About this exercise:
Using the entries below, show all lines with the string "nowrap".

Stored items

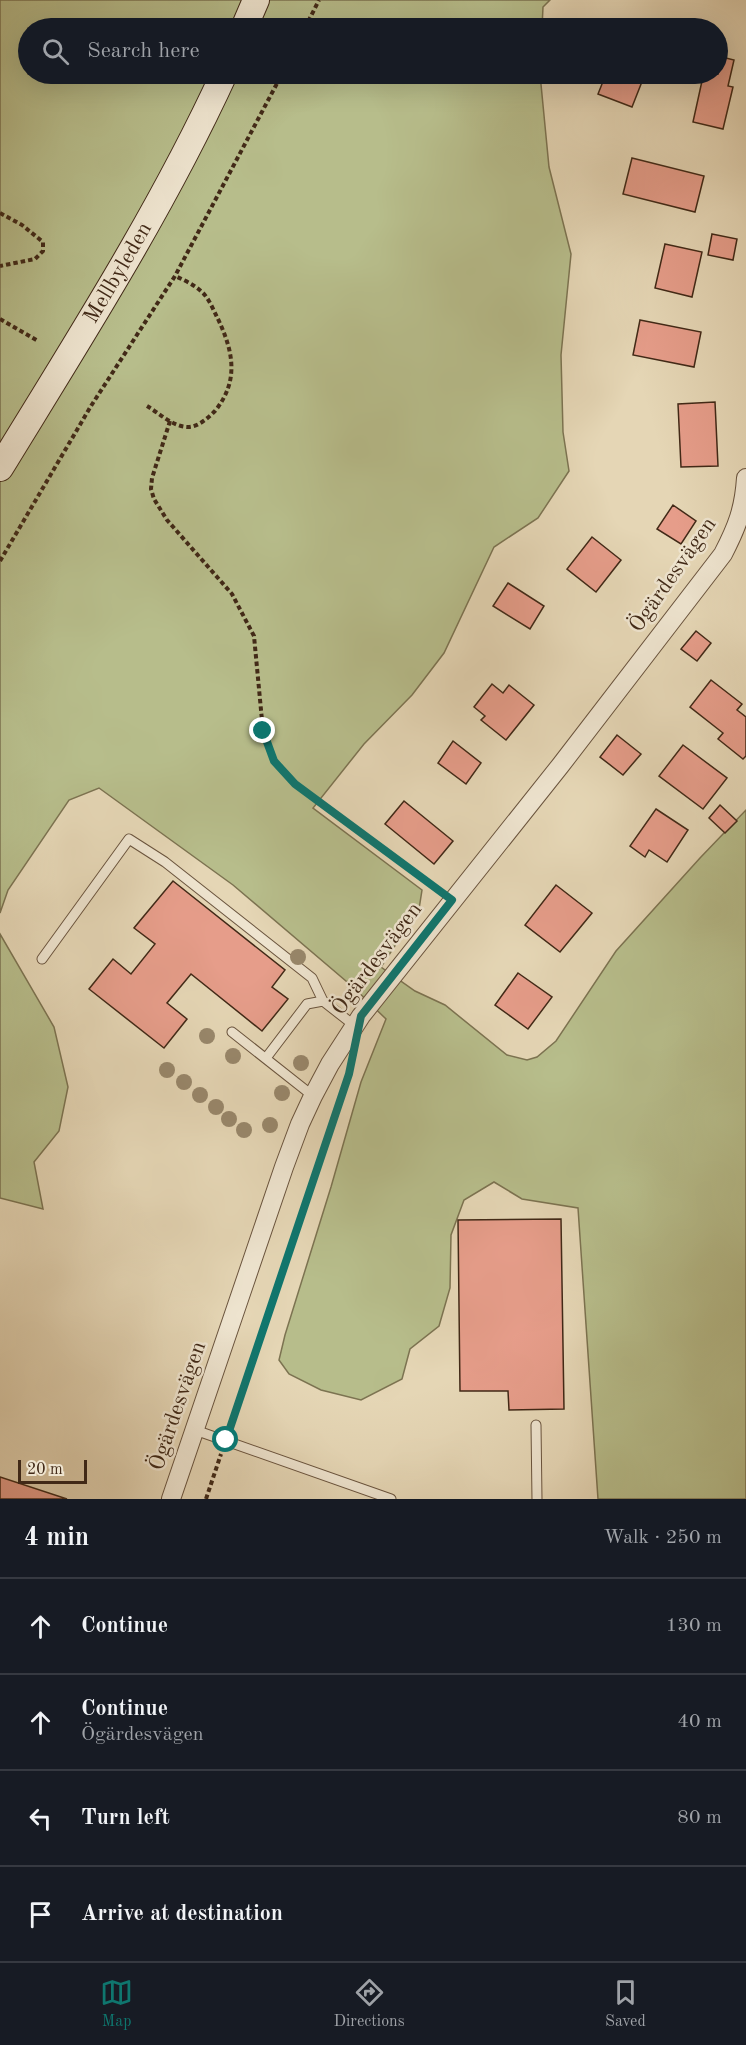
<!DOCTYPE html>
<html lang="en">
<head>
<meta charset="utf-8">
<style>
	body { margin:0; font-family:"Old Standard TT",serif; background:#20242c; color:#f1f3f6 }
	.scale { position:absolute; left:18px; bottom:15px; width:69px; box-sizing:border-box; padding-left:6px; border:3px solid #412917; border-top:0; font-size:16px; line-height:21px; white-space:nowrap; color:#412917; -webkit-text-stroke:4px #eee4cf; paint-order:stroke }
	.stop { position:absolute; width:18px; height:18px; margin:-14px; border:4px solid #0f766e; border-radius:50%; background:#fff }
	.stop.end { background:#0f766e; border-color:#fff; box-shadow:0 2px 6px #0008 }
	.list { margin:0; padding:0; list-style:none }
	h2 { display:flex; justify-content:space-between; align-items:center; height:78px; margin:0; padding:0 24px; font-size:26px }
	h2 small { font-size:20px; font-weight:400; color:#9ea1a6 }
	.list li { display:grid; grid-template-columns:39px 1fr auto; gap:18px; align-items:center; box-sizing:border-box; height:96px; padding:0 24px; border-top:2px solid #363941 }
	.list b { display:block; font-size:22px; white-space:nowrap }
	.list p { margin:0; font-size:20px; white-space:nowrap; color:#9ea1a6 }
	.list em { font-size:20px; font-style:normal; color:#9ea1a6 }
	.icon { flex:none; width:33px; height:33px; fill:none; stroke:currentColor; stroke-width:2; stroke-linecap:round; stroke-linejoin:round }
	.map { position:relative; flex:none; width:746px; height:1499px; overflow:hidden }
	.search { position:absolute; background:#171b24; box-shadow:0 6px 24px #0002; left:18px; right:18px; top:18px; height:66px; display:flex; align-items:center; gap:15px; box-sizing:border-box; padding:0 21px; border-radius:33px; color:#9ea1a6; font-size:22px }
	.sheet { height:462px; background:#171b24 }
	nav { display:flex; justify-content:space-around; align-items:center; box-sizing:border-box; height:84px; border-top:2px solid #363941; background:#171b24; font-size:16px; color:#9ea1a6 }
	nav a { display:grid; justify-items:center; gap:3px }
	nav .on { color:#0f766e }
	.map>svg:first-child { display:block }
	.green { fill:#b7bd8b; stroke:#7c7351; stroke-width:1.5 }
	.building { fill:#e69d8a; stroke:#412917; stroke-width:1.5 }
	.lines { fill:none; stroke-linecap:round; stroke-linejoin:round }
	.lane-casing { stroke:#6a543e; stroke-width:11 }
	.street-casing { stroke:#6a543e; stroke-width:20 }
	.secondary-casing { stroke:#412917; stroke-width:28 }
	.path { stroke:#412917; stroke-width:4; stroke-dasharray:4.5 3; stroke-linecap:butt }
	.lane { stroke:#eee4cf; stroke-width:9 }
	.street { stroke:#eee4cf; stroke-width:18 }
	.secondary { stroke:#eee4cf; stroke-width:26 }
	.tree { fill:#98876b }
	.route { stroke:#0f766e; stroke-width:8 }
	.labels { text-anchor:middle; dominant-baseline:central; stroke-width:5; stroke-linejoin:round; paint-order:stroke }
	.street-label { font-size:22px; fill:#412917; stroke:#eee4cf }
</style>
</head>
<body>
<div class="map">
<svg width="746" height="1499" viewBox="0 0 746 1499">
	<rect width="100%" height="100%" fill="#e5d6b5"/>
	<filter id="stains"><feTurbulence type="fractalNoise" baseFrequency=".00333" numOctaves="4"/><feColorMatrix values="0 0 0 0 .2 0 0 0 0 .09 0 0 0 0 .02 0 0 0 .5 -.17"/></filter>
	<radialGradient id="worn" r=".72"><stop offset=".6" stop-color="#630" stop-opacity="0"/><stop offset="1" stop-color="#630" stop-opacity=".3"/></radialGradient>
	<g class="green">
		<polygon points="0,0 550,0 543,7 542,28 28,28 28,74 540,74 549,167 571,254 561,355 563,432 569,471 538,518 494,547 444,653 412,695 364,744 313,808 422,890 419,909 381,967 415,991 445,1005 507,1055 527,1060 537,1057 556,1041 616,951 700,858 746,810 746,1499 598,1499 578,1208 522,1199 494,1182 464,1200 451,1235 450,1288 439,1326 410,1349 402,1379 361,1400 321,1390 289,1374 279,1360 285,1335 331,1187 361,1082 386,1019 353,987 233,885 99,788 69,800 8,890 0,913"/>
		<polygon points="0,934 54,1027 68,1087 59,1131 34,1162 43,1209 0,1198"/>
	</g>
	<g class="building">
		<polygon points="718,56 734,60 728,86 733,87 723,129 693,122 702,81 697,80 698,74 718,74"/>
		<polygon points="606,74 645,74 632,107 598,94"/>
		<polygon points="632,158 704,176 695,212 623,194"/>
		<polygon points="712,234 737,239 733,260 708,255"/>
		<polygon points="665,244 702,252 692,297 655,288"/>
		<polygon points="640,320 701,332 694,367 633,355"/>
		<polygon points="715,402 718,466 681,467 678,404"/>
		<polygon points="673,505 696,521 681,544 657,529"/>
		<polygon points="592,537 621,560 596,592 567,569"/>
		<polygon points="508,583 544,606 530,629 493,606"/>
		<polygon points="696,631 711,643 697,661 681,649"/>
		<polygon points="711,680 742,704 737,710 746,717 746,756 743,759 718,739 723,733 690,707"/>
		<polygon points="492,684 503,693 509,685 534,705 506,740 481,720 485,716 474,707"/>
		<polygon points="617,735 641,754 623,775 600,757"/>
		<polygon points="453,741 481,763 466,784 438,763"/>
		<polygon points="683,745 727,778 703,809 659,776"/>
		<polygon points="404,801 453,841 434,864 385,824"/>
		<polygon points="720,805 737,821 725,833 709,818"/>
		<polygon points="656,809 688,830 667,862 649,850 645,857 630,846"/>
		<polygon points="173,881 285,970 272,987 288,999 262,1031 191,974 167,1003 187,1019 164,1048 89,989 113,959 131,974 155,944 134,928"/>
		<polygon points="556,885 592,913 560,952 525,925"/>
		<polygon points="518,973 552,997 528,1029 495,1005"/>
		<polygon points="561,1219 564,1409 509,1410 508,1391 460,1391 458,1220"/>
		<polygon points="0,1477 67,1499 0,1499"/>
	</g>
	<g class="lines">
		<g class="lane-casing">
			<g id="lane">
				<polyline points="42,959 129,839 165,862 312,978 323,1001"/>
				<polyline points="232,1032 313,1096"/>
				<polyline points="266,1058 307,1004 323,1001 355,1026"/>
				<polyline points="536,1425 537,1499"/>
				<polyline points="195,1430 391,1499"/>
			</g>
		</g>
		<g class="street-casing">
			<path id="street" d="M171 1499 284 1167 300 1124 313 1096 330 1064 361 1016 560 766 723 554C737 527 744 509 746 478"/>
		</g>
		<g class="secondary-casing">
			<g id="secondary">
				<polyline points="244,28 256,0"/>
				<path id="s1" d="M0 468C79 339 161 211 224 74"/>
			</g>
		</g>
		<g class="path">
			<polyline points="305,28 319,0"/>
			<polyline points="0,213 22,225 43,242 43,251 35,259 0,266"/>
			<polyline points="0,319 38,341"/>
			<path d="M147 406C159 413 173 427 188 427 198 427 208 418 215 411 240 380 233 350 217 317 213 309 209 299 203 293 195 285 184 280 175 276"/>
			<polyline points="170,421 152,478 151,489 154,499 167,520 232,594 254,636 263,731 274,761 295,784 437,889"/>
			<polyline points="0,561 91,406 175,276 282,74"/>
			<polyline points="230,1427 347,1079"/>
			<polyline points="206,1499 221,1454"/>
		</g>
		<use href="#lane" class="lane"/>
		<use href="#street" class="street"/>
		<use href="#secondary" class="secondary"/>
	</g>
	<g class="tree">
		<circle cx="298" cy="957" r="8"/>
		<circle cx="207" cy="1036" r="8"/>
		<circle cx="233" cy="1056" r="8"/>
		<circle cx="301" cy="1063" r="8"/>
		<circle cx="167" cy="1070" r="8"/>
		<circle cx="184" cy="1082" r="8"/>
		<circle cx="282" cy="1093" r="8"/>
		<circle cx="200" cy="1095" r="8"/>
		<circle cx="216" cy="1107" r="8"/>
		<circle cx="229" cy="1119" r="8"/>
		<circle cx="270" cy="1125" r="8"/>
		<circle cx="244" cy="1130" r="8"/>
	</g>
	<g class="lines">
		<polyline class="route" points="226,1440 349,1074 361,1016 452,900 295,784 274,761 263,731"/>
	</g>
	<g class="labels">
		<g class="street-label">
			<text stroke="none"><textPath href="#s1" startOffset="228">Mellbyleden</textPath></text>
			<text transform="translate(673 575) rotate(-55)">Ögärdesvägen</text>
			<text transform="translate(377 959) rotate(-53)">Ögärdesvägen</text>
			<text transform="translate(178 1406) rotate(-71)">Ögärdesvägen</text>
		</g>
	</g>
	<rect width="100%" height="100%" filter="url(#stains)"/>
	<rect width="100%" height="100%" fill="url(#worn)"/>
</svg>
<div class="scale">20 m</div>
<div class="stop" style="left:226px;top:1440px"></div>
<div class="stop end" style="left:263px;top:731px"></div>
<div class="search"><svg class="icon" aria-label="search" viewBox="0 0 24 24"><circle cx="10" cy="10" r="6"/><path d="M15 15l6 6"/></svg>Search here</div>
</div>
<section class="sheet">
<h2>4 min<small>Walk · 250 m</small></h2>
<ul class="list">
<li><svg class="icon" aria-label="ahead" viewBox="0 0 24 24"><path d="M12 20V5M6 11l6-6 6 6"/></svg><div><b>Continue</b></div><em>130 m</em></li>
<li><svg class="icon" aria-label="ahead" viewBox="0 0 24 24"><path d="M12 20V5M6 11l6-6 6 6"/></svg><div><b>Continue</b><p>Ögärdesvägen</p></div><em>40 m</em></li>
<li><svg class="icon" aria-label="left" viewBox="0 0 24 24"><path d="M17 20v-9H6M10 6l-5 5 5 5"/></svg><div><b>Turn left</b></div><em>80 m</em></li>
<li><svg class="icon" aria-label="arrive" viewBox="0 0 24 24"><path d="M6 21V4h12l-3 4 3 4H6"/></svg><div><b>Arrive at destination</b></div></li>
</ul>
</section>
<nav>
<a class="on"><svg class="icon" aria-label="map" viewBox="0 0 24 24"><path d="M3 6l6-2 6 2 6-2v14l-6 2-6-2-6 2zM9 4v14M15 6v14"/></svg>Map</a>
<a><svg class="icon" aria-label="directions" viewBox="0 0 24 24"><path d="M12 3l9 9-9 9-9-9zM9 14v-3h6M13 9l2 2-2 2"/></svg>Directions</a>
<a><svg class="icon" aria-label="saved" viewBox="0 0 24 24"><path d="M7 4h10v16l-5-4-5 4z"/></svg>Saved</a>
</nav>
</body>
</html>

Written solution:
	.scale { position:absolute; left:18px; bottom:15px; width:69px; box-sizing:border-box; padding-left:6px; border:3px solid #412917; border-top:0; font-size:16px; line-height:21px; white-space:nowrap; color:#412917; -webkit-text-stroke:4px #eee4cf; paint-order:stroke }
	.list b { display:block; font-size:22px; white-space:nowrap }
	.list p { margin:0; font-size:20px; white-space:nowrap; color:#9ea1a6 }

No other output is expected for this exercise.